Investor’s Business Daily: Some call it the USS Titanic of government programs. Social Security is facing major problems. As baby boomers retire, there’ll be more people collecting benefits and fewer workers to support the system. Without major cuts in benefits or big tax hikes, the system will run trillions of dollars of red ink over the next 75 years. But some say this is just hogwash, including Vice President Al Gore and former Labor Secretary Robert Reich. Social Security is just fine, they say, and any talk of crisis is a myth. IBD spoke to Andrew G. Biggs, an analyst at the Cato Institute, a libertarian think tank in Washington, D.C., about the debate over Social Security’s future.

IBD: How sound are Social Security’s finances?

Biggs: The latest report from the system’s board of trustees says it will start to run deficits in 2015, and over the next 75 years will run up $ 20 trillion in red ink.

IBD: Are those projections widely agreed upon?

Biggs: Until quite recently they were.

IBD: What has happened recently?

Biggs: Some people say those estimates are too pessimistic. They say that Social Security is fine, or at worst, it just needs some minor reform. Vice President Al Gore, for instance, has declared: “If it ain’t broke, don’t fix it.”

IBD: Yet just last year, President Clinton put forth a plan to deal with these shortfalls.

Biggs: That’s right. He said there’s a “demographic crisis” looming that will bankrupt the system.

IBD: More people will collect more benefits over a longer period of time, with fewer workers paying taxes to support them?

Biggs: That’s right.

IBD: Why do some deny that’s a problem?

Biggs: They say that the trustees’ report is based on economic assumptions that are too pessimistic and unrealistic. Former Labor Secretary Robert Reich says the projections are based on the assumption that the economy will grow just 1.8% a year over the next three decades. Crank up growth to just 2.2%, and the trust fund is almost solvent for the next 75 years.

IBD: We’ve been growing at much more than 2.2% over the last few years, so maybe 1.8% growth is pessimistic.

Biggs: Well, the last few years have seen a big increase in economic growth. The trustees’ report assumes that growth will tend to fall back to longer‐​term levels.

IBD: Why do forecasters differ over how fast the economy will grow?

Biggs: One of the biggest reasons is a different view of productivity growth (the growth of output per hour per worker). The trustees say productivity will grow 1.5% per year. That’s much lower than it has been growing over the last couple of years. But it’s just a bit higher than the 1.4% growth rate from 1979 to 1998.

IBD: So the trustees believe the big gains we’ve seen in productivity lately are just temporary?

Biggs: Correct.

IBD: Even if productivity falls, couldn’t we still jack up economic growth by adding more workers?

Biggs: Yes. One of the main reasons the system hasn’t gone bankrupt sooner is that women have entered the work force. But there are so many women in the work force now that we likely aren’t going to get any more big gains. We could boost the work force through immigration, but it would take huge numbers to get the economic growth rates we need.
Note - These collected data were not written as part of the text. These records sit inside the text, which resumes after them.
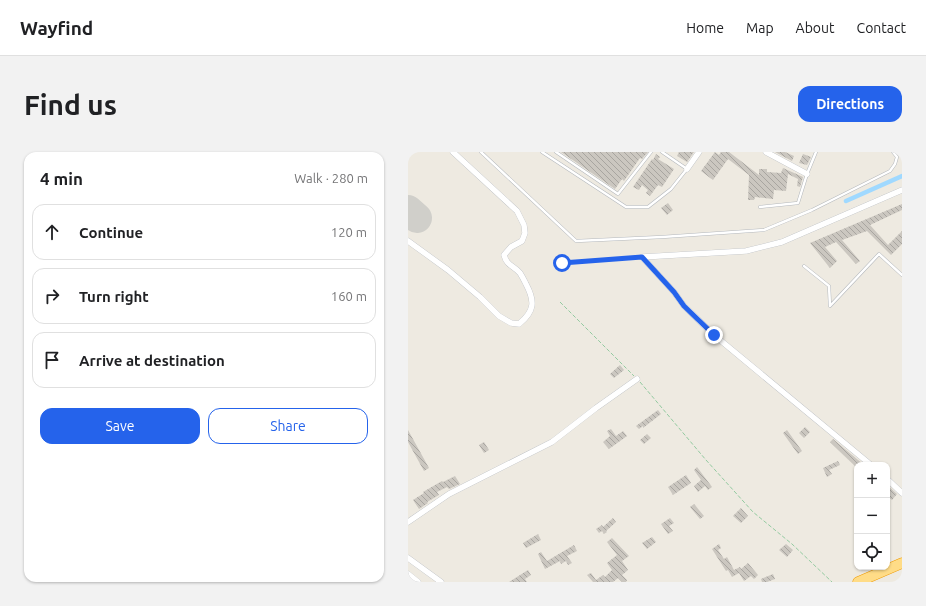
<!DOCTYPE html>
<html lang="en">
<head>
<meta charset="utf-8">
<style>
  body { margin:0; font-family:Ubuntu,sans-serif; background:#f2f2f2; color:#202124 }
  .controls { position:absolute; right:12px; bottom:12px; display:grid; overflow:hidden; border-radius:8px; box-shadow:0 1px 3px #0004 }
  .controls button { width:36px; height:36px; display:grid; place-items:center; padding:0; border:0; border-bottom:1px solid #e0e0e0; background:#fff; color:#202124; font:20px sans-serif }
  .stop { position:absolute; width:12px; height:12px; margin:-9px; border:3px solid #2563eb; border-radius:50%; background:#fff }
  .stop.end { background:#2563eb; border-color:#fff; box-shadow:0 1px 4px #0008 }
  .list { margin:0; padding:0; list-style:none }
  h2 { display:flex; justify-content:space-between; align-items:center; height:52px; margin:0; padding:0 16px; font-size:17px }
  h2 small { font-size:13px; font-weight:400; color:#757577 }
  .list li { display:grid; grid-template-columns:26px 1fr auto; gap:12px; align-items:center; box-sizing:border-box; height:56px; margin:0 8px 8px; padding:0 8px; border:1px solid #e0e0e0; border-radius:12px }
  .list b { display:block; font-size:15px; white-space:nowrap }
  .list em { font-size:13px; font-style:normal; color:#757577 }
  .actions { display:flex; gap:8px; padding:12px 16px }
  .actions a { flex:1; padding:9px 0; border:1px solid #2563eb; border-radius:12px; text-align:center; font-size:14px; color:#2563eb }
  .actions .main { background:#2563eb; color:#fff }
  .icon { flex:none; width:22px; height:22px; fill:none; stroke:currentColor; stroke-width:2; stroke-linecap:round; stroke-linejoin:round }
  .map { position:relative; flex:none; width:494px; height:430px; overflow:hidden; border-radius:12px }
  header { display:flex; align-items:center; gap:24px; box-sizing:border-box; height:56px; padding:0 20px; background:#fff; border-bottom:1px solid #e0e0e0 }
  header strong { font-size:19px }
  nav { display:flex; gap:22px; margin-inline-start:auto; font-size:14px }
  .intro { display:flex; align-items:center; justify-content:space-between; box-sizing:border-box; height:96px; padding:0 24px }
  h1 { margin:0; font-size:28px }
  .button { padding:10px 18px; border-radius:12px; background:#2563eb; color:#fff; font-size:14px; font-weight:700 }
  main { display:flex; gap:24px; padding:0 24px }
  aside { flex:1; background:#fff; border-radius:12px; box-shadow:0 1px 3px #0004 }
  .map>svg:first-child { display:block }
  .lines { fill:none; stroke-linecap:round; stroke-linejoin:round }
  .canal { stroke:#a0d9ff; stroke-width:4.5 }
  .runway { stroke:#d0cfca; stroke-width:30 }
  .building { fill:url(#building-back-hatch) }
  .lane-casing { stroke:#b4b8bd; stroke-width:3.5 }
  .street-casing { stroke:#b4b8bd; stroke-width:6 }
  .highway-casing { stroke:#ef9a00; stroke-width:11 }
  .path { stroke:#93caa0; stroke-width:1; stroke-dasharray:4 2; stroke-linecap:butt }
  .lane { stroke:#fff; stroke-width:2.5 }
  .street { stroke:#fff; stroke-width:5.5 }
  .highway { stroke:#ffdc87; stroke-width:10 }
  .route { stroke:#2563eb; stroke-width:5 }
</style>
</head>
<body>
<header>
<strong>Wayfind</strong>
<nav><a>Home</a><a>Map</a><a>About</a><a>Contact</a></nav>
</header>
<div class="intro"><h1>Find us</h1><a class="button">Directions</a></div>
<main>
<aside>
<h2>4 min<small>Walk · 280 m</small></h2>
<ul class="list">
<li><svg class="icon" aria-label="ahead" viewBox="0 0 24 24"><path d="M12 20V5M6 11l6-6 6 6"/></svg><div><b>Continue</b></div><em>120 m</em></li>
<li><svg class="icon" aria-label="right" viewBox="0 0 24 24"><path d="M7 20v-9h11M14 6l5 5-5 5"/></svg><div><b>Turn right</b></div><em>160 m</em></li>
<li><svg class="icon" aria-label="arrive" viewBox="0 0 24 24"><path d="M6 21V4h12l-3 4 3 4H6"/></svg><div><b>Arrive at destination</b></div></li>
</ul>
<div class="actions"><a class="main">Save</a><a>Share</a></div>
</aside>
<div class="map">
<svg width="494" height="430" viewBox="0 0 494 430">
  <defs>
    <pattern id="building-back-hatch" width="6" height="6" patternUnits="userSpaceOnUse"><rect width="6" height="6" fill="#cbc7c0"/><path d="M-1 5l2 2M0 0l6 6M5-1l2 2" fill="none" stroke="#a8a5a0"/></pattern>
  </defs>
  <rect width="100%" height="100%" fill="#eeeae1"/>
  <g class="lines">
    <!-- canal -->
    <path class="canal" d="M438 49 494 24"/>
    <!-- runway -->
    <path class="runway" d="M0 58 9 66"/>
  </g>
  <!-- building -->
  <path class="building" d="M153 0H240L234 7 232 6 216 29 214 27 207 37Z
    M271 0H286L279 10 269 4Z
    M307 0 311 3 313 0H321L351 23V17H359V20L373 21 375 16 395 25 392 35 389 34 390 27 380 22 378 39 366 38 365 47 347 45 346 48H340L341 23 320 7 305 28 293 19Z
    M367 0H377L386 4 384 9Z
    M248 2 252 5 250 7 266 17 254 35 250 33 242 44 238 41 240 38 234 33 231 38 225 35 244 7 245 8Z
    M395 2 403 5 399 13 391 11Z
    M260 51 265 58 259 63 253 56Z
    M494 52V58L462 73 480 93 494 79V92L483 103 459 79 434 88 452 109 448 112 428 90 417 95 429 109 422 116 402 91Z
    M212 213 216 218 206 226 202 222Z
    M250 258 253 262 235 276V274L231 277 228 274Z
    M397 275 402 280 396 286 391 281Z
    M203 277 208 284 215 279 219 284 201 297 195 290 202 284 199 279Z
    M0 278 21 316 16 319 0 290Z
    M379 278 394 299 390 302 375 281Z
    M239 282 243 286 236 292 232 288Z
    M425 287 456 313H449V316L422 290Z
    M76 290 81 298 76 301 71 293Z
    M430 309 432 313 421 318 424 322 419 325 415 316Z
    M289 315 304 335 300 338 297 334 290 340 286 334 293 328 286 318Z
    M278 323 283 331 265 343 260 335Z
    M47 324 52 332 41 337 39 335 29 340 31 343 19 350 20 351 11 357 5 348 16 341 15 340 34 329 35 330Z
    M479 333 489 342 484 348 479 344Z
    M286 352 296 364 292 367 282 355Z
    M333 356 340 364 333 371 325 364Z
    M205 366 208 370 198 379 199 380 196 382 194 379 191 381 188 377 194 373 195 375Z
    M262 366 266 371 261 374 265 379 260 382 253 372Z
    M130 382 133 388 118 396 115 391Z
    M244 385 248 390 239 397 234 391Z
    M204 386 221 404 214 409 220 418 214 423 219 428 218 430H214L210 426 205 430H185L179 423 183 421 188 428 195 423 197 425 204 418 199 411 209 403 199 390Z
    M311 392 313 396 310 398 316 407 319 405 326 418 332 415 333 417 340 411 350 423 346 427 343 424 336 429 331 421 324 425 320 418 318 419 304 397Z
    M378 392 385 398 379 405 371 398Z
    M166 393 169 399 159 404 164 411 160 413 158 409 153 412 152 409 137 417 130 402 133 400 139 409Z
    M120 418 123 423 117 427 119 430H101Z
    M365 422 367 427 359 430H354L353 427Z"/>
  <g class="lines">
    <defs>
      <path id="lane" d="M73 0 168 89 254 85 356 78 404 58 482 19 487 12 489 5 485 0
        M134 0 218 55H240L263 37 279 17 254 0
        M148 0 210 42 243 0
        M352 55 390 51 399 22 408 0
        M396 114 421 134 422 154 471 102 494 123"/>
      <path id="street" d="M358 0 399 22
        M279 17 291 0
        M0 89 40 118 72 145 91 164 103 171 111 172C127 159 127 149 118 132 116 128 114 124 112 121 105 113 99 114 96 103L103 95 114 89 117 81 116 73 109 59 45 0
        M463 313 306 183 276 154 266 140 234 105 338 99 374 90 494 38
        M479 327 494 341
        M0 370 41 342 144 290 188 256 229 227
        M0 406 33 430
        M0 422 10 430"/>
      <path id="highway" d="M450 430 494 411"/>
    </defs>
    <!-- lane casing -->
    <use href="#lane" class="lane-casing"/>
    <!-- street casing -->
    <use href="#street" class="street-casing"/>
    <!-- highway casing -->
    <use href="#highway" class="highway-casing"/>
    <!-- path -->
    <path class="path" d="M154 111 230 105
      M152 150 226 224
      M232 230 298 308 345 360 384 392 424 430"/>
    <!-- lane -->
    <use href="#lane" class="lane"/>
    <!-- street -->
    <use href="#street" class="street"/>
    <!-- highway -->
    <use href="#highway" class="highway"/>
  </g>
  <g class="lines">
    <!-- route -->
    <path class="route" d="M154 111 234 105 266 140 276 154 306 183"/>
  </g>
</svg>
<div class="controls">
<button>+</button>
<button>−</button>
<button><svg class="icon" aria-label="locate" viewBox="0 0 24 24"><circle cx="12" cy="12" r="6"/><path d="M12 2v4M12 18v4M2 12h4M18 12h4"/></svg></button>
</div>
<div class="stop" style="left:154px;top:111px"></div>
<div class="stop end" style="left:306px;top:183px"></div>
</div>
</main>
</body>
</html>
IBD: The trustees assume growth over the next 75 years will be close to the long‐​term trend. How good are their forecasts?

Biggs: The General Accounting Office asked PricewaterhouseCoopers to look at how the trustees do their forecasts. That report found the forecasts were done with generally accepted actuarial methods and similar to the forecasts done in Canada and Great Britain. It also said the forecasts’ assumptions were sound. Another study was done by an independent government‐​appointed board. It found that, if anything, the trustees are too optimistic. In particular, it found that the trustees may be underestimating the growth of life expectancy.

IBD: If people live longer than the trustees assume, they’ll collect more benefits. Biggs: That’s right, and the system’s red ink will be even greater.

IBD: Some critics charge that the trustees are deliberately using pessimistic assumptions to make the system’s finances look shaky.

Biggs: The belief is that there’s a conspiracy to make Social Security look bad so that privatization will look more attractive. But you’ve got to remember that the trustees are the secretaries of labor, the Treasury, and Health and Human Services, the commissioner of Social Security and two other trustees appointed by the president. To believe the conspiracy theory, you’ve got to believe that Donna Shalala and Alexis Herman are conspiring to privatize one of the crown jewels of the New Deal.